If the user agent wishes to send the user-id "Aladdin" and password "open sesame", it would use the following header field:

Authorization: Basic QWxhZGRpbjpvcGVuIHNlc2FtZQ==

[...]

Remember the HTTPS is your best friend to prevent the man-in-the-middle attack.

Tokens

If you don't want sending the username and the password over the wire for every request, you can consider creating a token based authentication. In this approach, you exchange your hard credentials (username and password) for a token which is sent in each request.

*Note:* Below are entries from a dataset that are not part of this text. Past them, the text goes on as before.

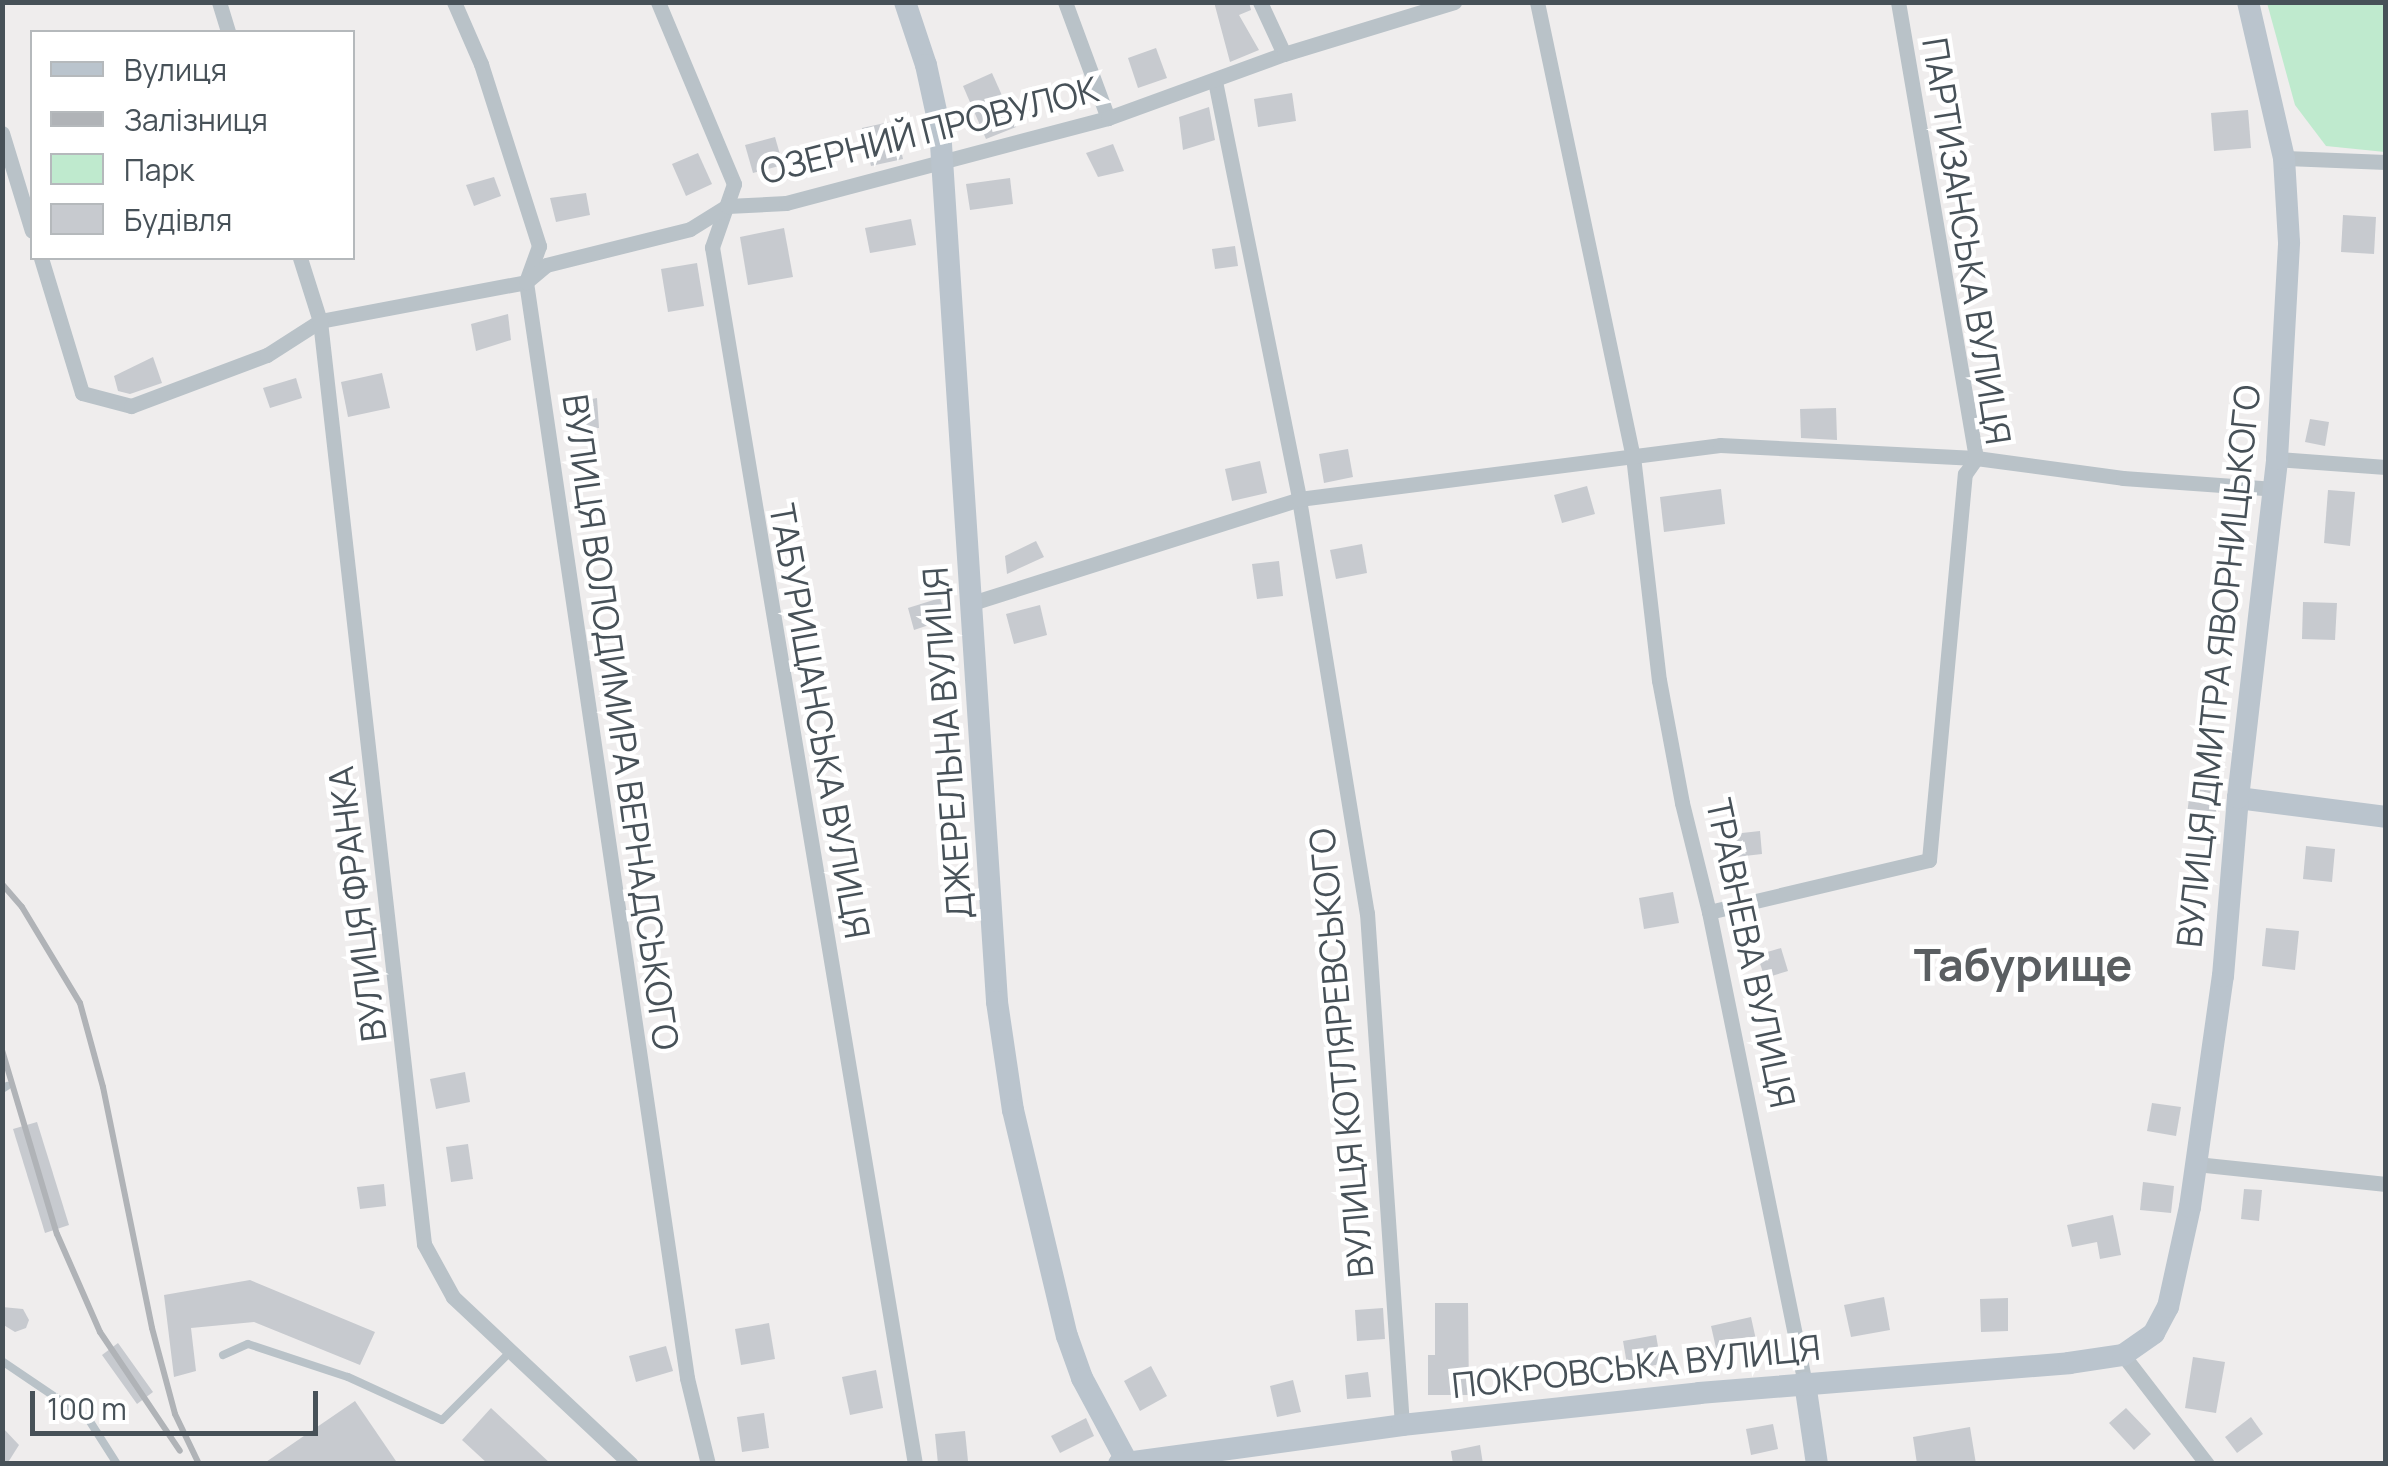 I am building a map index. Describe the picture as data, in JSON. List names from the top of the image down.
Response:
{
  "streets": {
    "main road": [
      "ВУЛИЦЯ ДМИТРА ЯВОРНИЦЬКОГО",
      "ДЖЕРЕЛЬНА ВУЛИЦЯ",
      "ТРАВНЕВА ВУЛИЦЯ",
      "ПОКРОВСЬКА ВУЛИЦЯ"
    ],
    "street": [
      "ОЗЕРНИЙ ПРОВУЛОК",
      "ПАРТИЗАНСЬКА ВУЛИЦЯ",
      "ТАБУРИЩАНСЬКА ВУЛИЦЯ",
      "ВУЛИЦЯ ВОЛОДИМИРА ВЕРНАДСЬКОГО",
      "ВУЛИЦЯ ФРАНКА",
      "ВУЛИЦЯ КОТЛЯРЕВСЬКОГО"
    ]
  },
  "crossings": [
    ["ОЗЕРНИЙ ПРОВУЛОК", "ТАБУРИЩАНСЬКА ВУЛИЦЯ"],
    ["ОЗЕРНИЙ ПРОВУЛОК", "ВУЛИЦЯ ВОЛОДИМИРА ВЕРНАДСЬКОГО"],
    ["ОЗЕРНИЙ ПРОВУЛОК", "ДЖЕРЕЛЬНА ВУЛИЦЯ"],
    ["ОЗЕРНИЙ ПРОВУЛОК", "ВУЛИЦЯ ФРАНКА"],
    ["ОЗЕРНИЙ ПРОВУЛОК", "ВУЛИЦЯ КОТЛЯРЕВСЬКОГО"],
    ["ПАРТИЗАНСЬКА ВУЛИЦЯ", "ТРАВНЕВА ВУЛИЦЯ"],
    ["ВУЛИЦЯ ДМИТРА ЯВОРНИЦЬКОГО", "ПОКРОВСЬКА ВУЛИЦЯ"],
    ["ДЖЕРЕЛЬНА ВУЛИЦЯ", "ПОКРОВСЬКА ВУЛИЦЯ"],
    ["ТРАВНЕВА ВУЛИЦЯ", "ПОКРОВСЬКА ВУЛИЦЯ"],
    ["ВУЛИЦЯ КОТЛЯРЕВСЬКОГО", "ПОКРОВСЬКА ВУЛИЦЯ"]
  ],
  "districts": ["Табурище"],
  "legend": [
    "Вулиця",
    "Залізниця",
    "Парк",
    "Будівля"
  ],
  "scale_bar": "100 m"
}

Again, the authentication must be performed for every request.

Basically, the token can be opaque (which reveals no details other than the value itself, like a random string) or can be self-contained (like JSON Web Token).

• Random String: A token can be issued by generating a random string and persisting it to a database with an expiration date and with a user identifier associated to it.

• JSON Web Token (JWT): Defined by the RFC 7519, it's a standard method for representing claims securely between two parties. JWT is a self-contained token and enables you to store a user identifier, an expiration date and whatever you want (but don't store passwords) in a payload, which is a JSON encoded as Base64. The payload can be read by the client and the integrity of the token can be easily checked by verifying its signature on the server. You won't need to persist JWT tokens if you don't need to track them. Althought, by persisting the tokens, you will have the possibility of invalidating and revoking the access of them. To find some great resources to work with JWT, have a look at http://jwt.io.

There are many databases where you can persist your tokens. Depending on your requirements, you can explore different solutions such as relational databases, key-value stores or document stores.